Life is a tragedy when seen in close-up, but a comedy in long-shot. - Charlie Chaplin

Saturday, June 4, 2011

don't just sit there!

I've had a passing thought, it's gone through my mind everyday more then once a day for the past week.  I blame it on wanting to be able to buy a house (well, OK, get a loan to buy one) and have money after all the closing costs and downpayment.  I feel secure in my job and can't say I hate it and it's bringing in some money, not lots.  But, as you would learn from my last post, I'm growing discontent with accepting this life I lead as the way it must be.

So, this passing thought.  Stop talking about art and writing and do it.  I have notes scribbled down, drawings and paintings started and there they sit.  TV has ruined me, so has this new faster computer and wireless, totally poisoning otherwise very completable projects and hey, maybe even money makers?  

On that note, off I go.

Friday, June 3, 2011

plain hard to get

Well, I'm pretty sure "routine" is killing me slowly.  While each day tends to bring something different, there are elements that make one feel like the one before it and the one before that.  If not for weekends and vacation, rountine would truly make time stand still.  Repetition within routine is worse; luckily I can't say repetition plays a part in my every day routine.

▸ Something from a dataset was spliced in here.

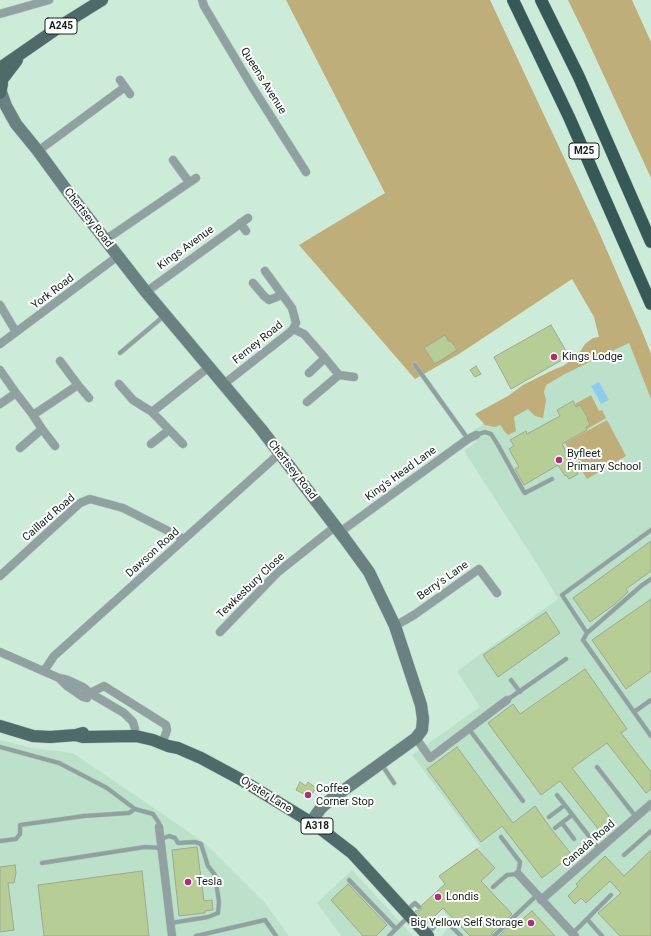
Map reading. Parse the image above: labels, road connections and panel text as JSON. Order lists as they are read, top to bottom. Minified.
{"streets":{"highway":["M25"],"main road":["A245","Oyster Lane","A318"],"street":["Queens Avenue","Chertsey Road","Kings Avenue","York Road","Ferney Road","King's Head Lane","Caillard Road","Dawson Road","Berry's Lane","Tewkesbury Close","Canada Road"]},"crossings":[["A245","Chertsey Road"],["Chertsey Road","Kings Avenue"],["Chertsey Road","York Road"],["Chertsey Road","Ferney Road"],["Chertsey Road","King's Head Lane"],["Chertsey Road","Dawson Road"],["Chertsey Road","Berry's Lane"],["Chertsey Road","Tewkesbury Close"],["King's Head Lane","Tewkesbury Close"],["Caillard Road","Dawson Road"],["Oyster Lane","A318"]],"places":["Kings Lodge","Byfleet Primary School","Coffee Corner Stop","Tesla","Londis","Big Yellow Self Storage"]}
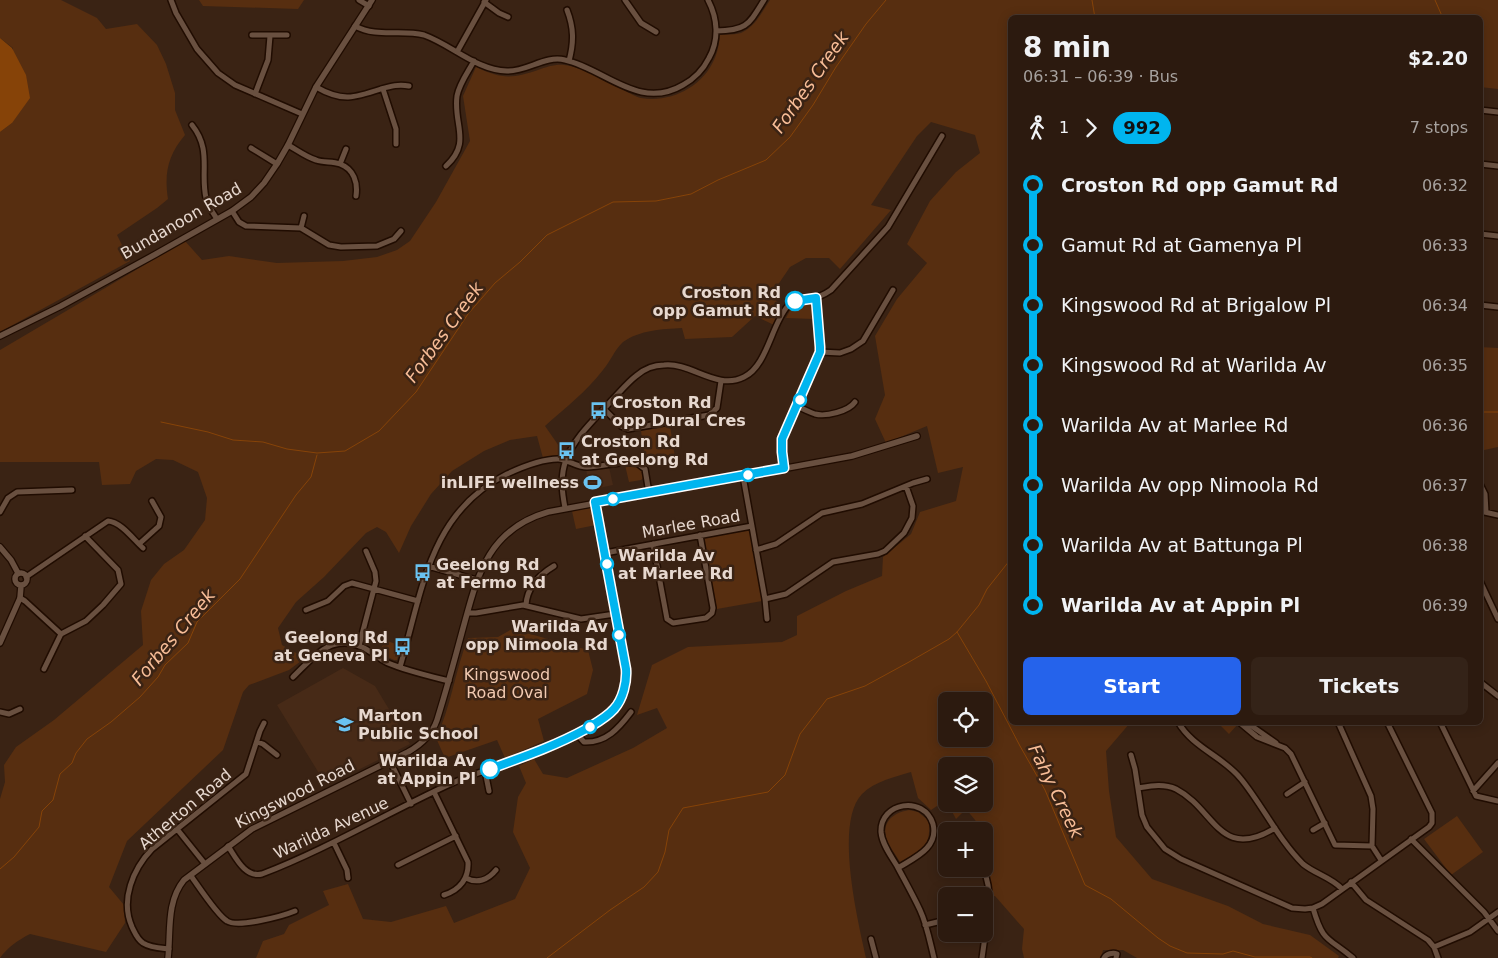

I've had the hardest time lately accepting that the average human (I'm thinking in terms of the average citizen of the US type of human) was meant only to work, make money, spend money to live, have a family that you need more money for, retire (not so much of this anymore!), then die.  The line "it's a living" bugs the crap out of me.  You go to work the same time and leave the same time and eat lunch at the same time every day.  How societies formed around this idea and not one based on the quality of life people are living is a crying shame.

It was after college, at 22, that I was sent out into "the real world" to obtain work, sent on my path to reach the promised land built around "retirement age".  At this point I'm feeling more confident I'll see a unicorn then a social security, medicare or medicaid check; maybe I will if I'm on the right meds.

From the many, many stories I've heard and things I've witnessed the people most in-line with being able to sit back and just live are those with "problems".  Those people who society has judged unable to function in our society.  I've always wondered what type of place it would be if "normal" meant being autistic or having Downes Syndrome or a nervous tick, stutter or learning disability.  Personally I think it'd be a happier place.  As in my most recent post, we've maybe this world into a mess.  "Smart people" created all of these things that are helping to destroy ourselves.  Makes ya think, doesn't it?